Mayor Bruce Harrell sounded like the gung-ho football player he once was when he kicked off the holiday shopping season last week in struggling downtown Seattle.

“Seattle is back!” he cheered.

Is it? Unlike the mayor, I’m not known in these parts for aggressive positivity. But this time, the mayor may be onto something.

If you spend a few hours down there, you can see that some of the things that are good are finally going up (like new stores), and some of the things that are bad are finally coming down (like old plywood).

For starters the Japanese clothing retailer Uniqlo opened a bright new store in the perpetual gloom of the shopping district around Westlake Center a few weeks ago.

This is the type of happening we would have ignored back when we were all tech-boomy and smug. But given its location — in the shuttered national landmark building at Fourth and Pine, where Macy’s and the Bon Marché once roamed, across the street from a Starbucks that was so addled by crime it closed last summer — well, Uniqlo’s presence is symbolically as potent as the Christmas star lit up on the building’s facade.

On Monday the Puget Sound Business Journal asked the CEO of Uniqlo why in the world he would pick that spot, across the street from the infamous drug market also known as the Third and Pine McDonald’s, to give it a go in Seattle.

Advertising

“We’re always asking ourselves how we are going to contribute to societies, to connect the people in the community,” the CEO said. “I hope other retailers will come back to the downtown cities to connect with their customers. That is our responsibility. … That’s very important.”
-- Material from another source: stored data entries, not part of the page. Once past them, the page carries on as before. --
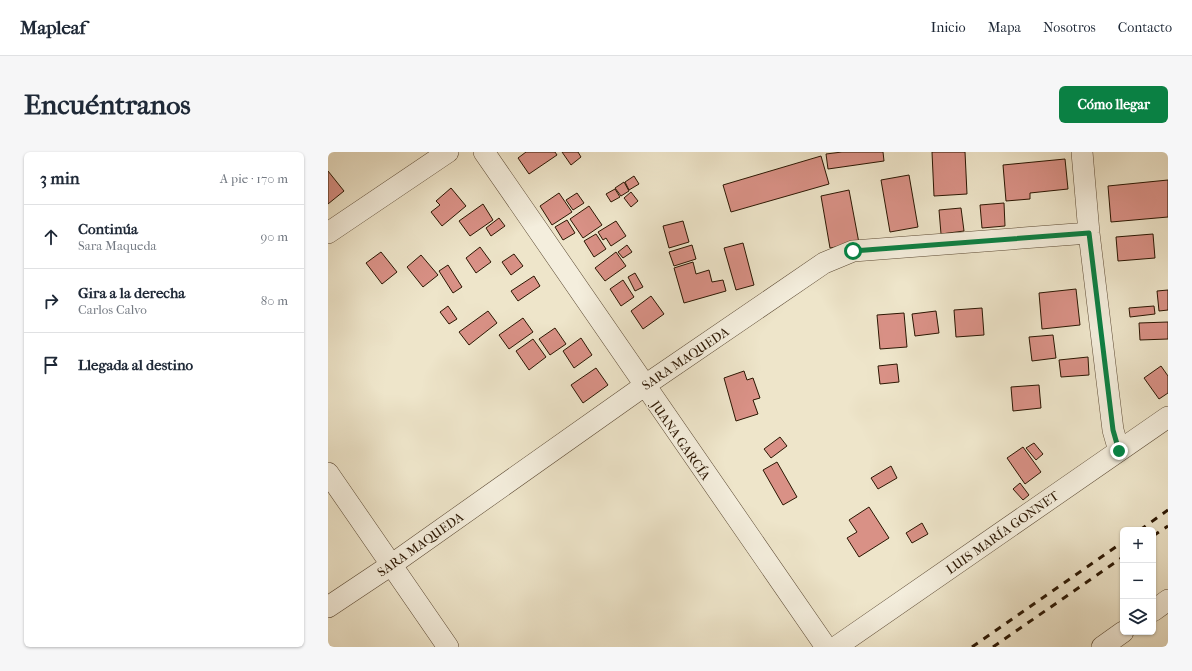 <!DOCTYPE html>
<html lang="es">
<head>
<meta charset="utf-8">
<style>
	:root { --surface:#fff; --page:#f6f6f7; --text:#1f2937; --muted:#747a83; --line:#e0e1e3; --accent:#0b8043 }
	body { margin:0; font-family:"IM FELL French Canon",serif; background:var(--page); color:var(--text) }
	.controls { position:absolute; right:12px; bottom:12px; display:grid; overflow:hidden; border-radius:6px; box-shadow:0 1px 3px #0004 }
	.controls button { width:36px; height:36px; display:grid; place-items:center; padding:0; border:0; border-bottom:1px solid var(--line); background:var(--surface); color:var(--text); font:20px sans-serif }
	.stop { position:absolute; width:12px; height:12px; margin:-9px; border:3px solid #0b8043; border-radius:50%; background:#fff }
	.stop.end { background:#0b8043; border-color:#fff; box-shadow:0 1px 4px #0008 }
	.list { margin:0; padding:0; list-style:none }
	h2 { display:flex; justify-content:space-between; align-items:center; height:52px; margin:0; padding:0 16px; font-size:17px }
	h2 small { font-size:13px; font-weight:400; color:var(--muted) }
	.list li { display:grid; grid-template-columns:26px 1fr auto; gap:12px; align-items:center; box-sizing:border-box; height:64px; padding:0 16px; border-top:1px solid var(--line) }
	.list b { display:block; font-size:15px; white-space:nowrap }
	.list p { margin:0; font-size:13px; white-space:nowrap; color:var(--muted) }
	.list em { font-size:13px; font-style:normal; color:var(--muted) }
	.icon { flex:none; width:22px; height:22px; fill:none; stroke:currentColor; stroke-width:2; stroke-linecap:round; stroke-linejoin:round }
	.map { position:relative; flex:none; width:840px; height:495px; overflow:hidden; border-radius:6px }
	header { display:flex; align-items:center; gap:24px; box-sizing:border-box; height:56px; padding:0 20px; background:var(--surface); border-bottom:1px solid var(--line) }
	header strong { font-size:19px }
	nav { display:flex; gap:22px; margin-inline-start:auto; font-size:14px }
	.intro { display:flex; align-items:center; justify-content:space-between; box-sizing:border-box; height:96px; padding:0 24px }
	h1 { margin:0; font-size:28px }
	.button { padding:10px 18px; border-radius:6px; background:var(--accent); color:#fff; font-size:14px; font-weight:700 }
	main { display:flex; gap:24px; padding:0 24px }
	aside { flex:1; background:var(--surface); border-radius:6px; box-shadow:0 1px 3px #0004 }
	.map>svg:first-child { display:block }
</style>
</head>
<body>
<header>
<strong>Mapleaf</strong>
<nav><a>Inicio</a><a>Mapa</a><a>Nosotros</a><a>Contacto</a></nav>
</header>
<div class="intro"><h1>Encuéntranos</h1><a class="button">Cómo llegar</a></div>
<main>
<aside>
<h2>3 min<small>A pie · 170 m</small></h2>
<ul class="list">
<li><svg class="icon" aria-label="ahead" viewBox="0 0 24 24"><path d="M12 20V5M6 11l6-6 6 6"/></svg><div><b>Continúa</b><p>Sara Maqueda</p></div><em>90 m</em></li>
<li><svg class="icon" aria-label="right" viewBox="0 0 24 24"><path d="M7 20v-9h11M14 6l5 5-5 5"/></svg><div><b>Gira a la derecha</b><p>Carlos Calvo</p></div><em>80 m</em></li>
<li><svg class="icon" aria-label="arrive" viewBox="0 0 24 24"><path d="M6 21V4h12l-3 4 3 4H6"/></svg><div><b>Llegada al destino</b></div></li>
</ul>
</aside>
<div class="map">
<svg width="840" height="495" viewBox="0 0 840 495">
	<rect width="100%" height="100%" fill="#eee5ca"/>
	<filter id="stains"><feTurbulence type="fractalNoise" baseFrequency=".005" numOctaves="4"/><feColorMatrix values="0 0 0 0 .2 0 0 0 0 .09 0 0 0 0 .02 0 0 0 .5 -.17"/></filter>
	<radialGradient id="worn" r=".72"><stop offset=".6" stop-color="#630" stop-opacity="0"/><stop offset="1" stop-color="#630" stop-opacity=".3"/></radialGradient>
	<path fill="#d99186" stroke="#2b1602" d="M 198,0 L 227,0 L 229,3 L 201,22 L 190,6 Z
		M 234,0 L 250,0 L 253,5 L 243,13 Z
		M 514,0 L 555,0 L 556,9 L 500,17 L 498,2 Z
		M 604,0 L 637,0 L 639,42 L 606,44 Z
		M 493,4 L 501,32 L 403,60 L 395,33 Z
		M 737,7 L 740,37 L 702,41 L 702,47 L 678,49 L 675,13 Z
		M 0,19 L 16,39 L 0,52 Z
		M 581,23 L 590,75 L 562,80 L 553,28 Z
		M 306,24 L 311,32 L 301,38 L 297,30 Z
		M 840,28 L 840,65 L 783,70 L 780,34 Z
		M 296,30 L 301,39 L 293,44 L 287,36 Z
		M 123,36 L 138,54 L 114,74 L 103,60 L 112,53 L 108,49 Z
		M 287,37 L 292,45 L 283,50 L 278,42 Z
		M 521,38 L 531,91 L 502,96 L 493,44 Z
		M 303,40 L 310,49 L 303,55 L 296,46 Z
		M 231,41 L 244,60 L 224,73 L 212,54 Z
		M 249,41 L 256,51 L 245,58 L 238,48 Z
		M 676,51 L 677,74 L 654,76 L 652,53 Z
		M 155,52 L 165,68 L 142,84 L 131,69 Z
		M 261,54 L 274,73 L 255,86 L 242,67 Z
		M 633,56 L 636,79 L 613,82 L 611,58 Z
		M 171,66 L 177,74 L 163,84 L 158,76 Z
		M 239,68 L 247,81 L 235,88 L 227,75 Z
		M 288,69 L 298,84 L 283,94 L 278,86 L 275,88 L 270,80 Z
		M 355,69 L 361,90 L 341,96 L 335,74 Z
		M 268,82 L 278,97 L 266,105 L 256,89 Z
		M 825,82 L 827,106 L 790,109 L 788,85 Z
		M 415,91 L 426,133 L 408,138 L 396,96 Z
		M 299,93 L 304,100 L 295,106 L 290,100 Z
		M 364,93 L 368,107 L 346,114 L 341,100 Z
		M 152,95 L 163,110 L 148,121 L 138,106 Z
		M 53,100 L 69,120 L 54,132 L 38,111 Z
		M 288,100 L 298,114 L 277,129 L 267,116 Z
		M 186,102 L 195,114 L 183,123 L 174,110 Z
		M 93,103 L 110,123 L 95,135 L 79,115 Z
		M 365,110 L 368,122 L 381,118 L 384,130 L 395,128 L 398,139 L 356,151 L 346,116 Z
		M 120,113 L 134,135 L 125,141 L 111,119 Z
		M 307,121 L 315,135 L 307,139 L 300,125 Z
		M 206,124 L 212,134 L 190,149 L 183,139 Z
		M 295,128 L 306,145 L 293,154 L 282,137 Z
		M 748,137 L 752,173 L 714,177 L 711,141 Z
		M 840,138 L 840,158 L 831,159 L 829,139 Z
		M 323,144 L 336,162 L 315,177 L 303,159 Z
		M 120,154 L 129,167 L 121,172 L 112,160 Z
		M 826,154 L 827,162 L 802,165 L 801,156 Z
		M 654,156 L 656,183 L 628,185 L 626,158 Z
		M 160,159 L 169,171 L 141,193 L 131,180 Z
		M 608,159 L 611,181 L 587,184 L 584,162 Z
		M 576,161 L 579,195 L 552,197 L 549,163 Z
		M 195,166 L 205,180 L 181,197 L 171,183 Z
		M 840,170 L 840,187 L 812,188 L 811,171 Z
		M 227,176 L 238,192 L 222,203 L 211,187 Z
		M 725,183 L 728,206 L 704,209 L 701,185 Z
		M 253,186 L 264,203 L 246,216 L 235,199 Z
		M 205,187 L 218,205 L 201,218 L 188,199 Z
		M 760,205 L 761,223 L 733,225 L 731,208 Z
		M 569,212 L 571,230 L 552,232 L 550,214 Z
		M 833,214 L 840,224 L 840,241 L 831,247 L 816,226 Z
		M 268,216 L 280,233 L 255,251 L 243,233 Z
		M 416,219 L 419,228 L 425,226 L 432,246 L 425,248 L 430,262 L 408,269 L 396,226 Z
		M 711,233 L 713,256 L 685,259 L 683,235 Z
		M 452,285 L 459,294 L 443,306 L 436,297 Z
		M 706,291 L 715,302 L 708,308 L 698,296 Z
		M 695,295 L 713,320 L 697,332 L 679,306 Z
		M 449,310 L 469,345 L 455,353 L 435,318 Z
		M 563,314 L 569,326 L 550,337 L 543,326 Z
		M 692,331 L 701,343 L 695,348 L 685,337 Z
		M 541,355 L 561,386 L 531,405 L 519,386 L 529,380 L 521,368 Z
		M 594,371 L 600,382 L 584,391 L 578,381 Z"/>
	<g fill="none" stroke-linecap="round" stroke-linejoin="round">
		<g stroke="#5c4a34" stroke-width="22">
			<path id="street" d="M 156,0 L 498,495
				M 754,0 L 761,81 L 785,278 L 791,299
				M 0,81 L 120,0
				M 0,321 L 120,495
				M 0,455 L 63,413 L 316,234 L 496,111 L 525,99 L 761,81
				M 825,459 L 840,448
				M 508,495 L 840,265
				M 774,495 L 795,480"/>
		</g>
		<use href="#street" stroke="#f4eedd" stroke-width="21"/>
		<path stroke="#2b1602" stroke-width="3" stroke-dasharray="7 7" stroke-linecap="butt" d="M 812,378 L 840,358
			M 825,384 L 840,374
			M 644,495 L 795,390
			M 665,495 L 795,405"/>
	</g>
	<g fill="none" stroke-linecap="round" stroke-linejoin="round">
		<path stroke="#0b8043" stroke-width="5" d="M 525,99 L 761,81 L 785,278 L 791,299"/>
	</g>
	<g text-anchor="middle" stroke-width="3" stroke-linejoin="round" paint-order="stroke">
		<g font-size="13" fill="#2b1602" stroke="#f4eedd">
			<text transform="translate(357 206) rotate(-34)" y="5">SARA MAQUEDA</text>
			<text transform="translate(353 288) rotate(55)" y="5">JUANA GARCÍA</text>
			<text transform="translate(674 380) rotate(-35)" y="5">LUIS MARÍA GONNET</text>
			<text transform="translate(92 392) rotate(-35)" y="5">SARA MAQUEDA</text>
		</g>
	</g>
	<rect width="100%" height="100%" filter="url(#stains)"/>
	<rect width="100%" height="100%" fill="url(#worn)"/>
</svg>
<div class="controls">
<button>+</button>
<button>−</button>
<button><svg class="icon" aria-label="layers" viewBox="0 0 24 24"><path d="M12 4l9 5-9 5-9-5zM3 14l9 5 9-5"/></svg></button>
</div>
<div class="stop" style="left:525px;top:99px"></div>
<div class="stop end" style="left:791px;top:299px"></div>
</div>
</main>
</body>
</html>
I realize that’s some Grade A corporate schmoozola right there, but … for once I don’t mind. Seattle desperately needed somebody to take the plunge. So I like it.

As Seattle Met magazine wrote: “Seattle is dying, and all we got was this surprisingly cute, locally inspired, $20 graphic tee? We’ll take it.”

Another perverse sign of hope: that McDonald’s has finally emerged from its hardened plywood shell. The corner it sits on has been so under siege from the drug and stolen goods bazaar outside that they felt forced to sell Big Macs through a dark hole cut in the plywood. It was like a scene from a medieval back alley, playing out in the heart of a modern city.

Now you can see inside the joint again. Small steps, but in the right direction.

I know this next statement may not last past the ink drying on the words, but Mayor Harrell appears to have succeeded in quelling the worst of the out-of-control petty and violent crime in that corridor.

Advertising

I’ve been sounding the alarm loudly about Seattle crime escalating these past two years. But it’s just as important to say when it goes in the other direction.

Last summer I wrote about Seattle’s smallest police beat, known as “Mary Three,” which covers these central downtown blocks. (It’s roughly Pine to Seneca and Second Avenue to Eighth.) At the time, in August, it was experiencing more than 150 crimes per month. That’s in a zone just four blocks wide by six blocks long.

“My employees are reluctant to come to our offices … they are afraid to take public transportation,” the HomeStreet Bank CEO told me, adding the firm might move after a century downtown.

Well the news is that reported crimes have plummeted. They’ve been cut in half, from 166 in August to 82 in October, police data shows.

Some of that decline is probably seasonal, as street crime usually peaks in the summer. It also could be a data artifact of the cop emphasis patrols earlier this year, as having more cops about means they will spot, and then report, more crime.

But October had the lowest monthly total for this troubled corridor since March 2021 — 19 months ago. November is promising to be relatively low as well.

Advertising

How did this happen? More cops plus private guards plus charity “navigators” to help the homeless all likely helped. Sometimes crime waves also just crest on their own.

One provocative data point: This year so far police have issued 197 narcotic violations in the Mary Three zone, versus only 26 in all of last year. Was that huge shift in emphasis what it took? Given that state lawmakers are about to debate drug possession laws, it’s a question that cries out for more study.

I also don’t want to get too sugarplum for the season: Tuesday there were groups of fentanyl smokers clustered around the Ross Dress For Less store, and along Pike Street, as usual. There’s also a bit of a police state feel. Security guards were everywhere around and inside the new Uniqlo store, with a Seattle police van parked just outside.

Even the communal Christmas tree at Westlake Center is flanked with barricades and signs warning: “No soliciting, loitering, trespassing.” Happy holidays!

Last year at this time, though, these same streets were lined with people hawking “blues” as well as stuff stolen from Target and other stores. That “street retail” chaos seems dissipated, as does — knock on old plywood — some of the street violence.

So is Seattle’s downtown back? The office workers sure aren’t, so that’s too strong. But I’d say there’s growing evidence that downtown may have finally bounced up off the pandemic bottom.

After all it’s been through, as the Uniqlo fans would say, we’ll take it.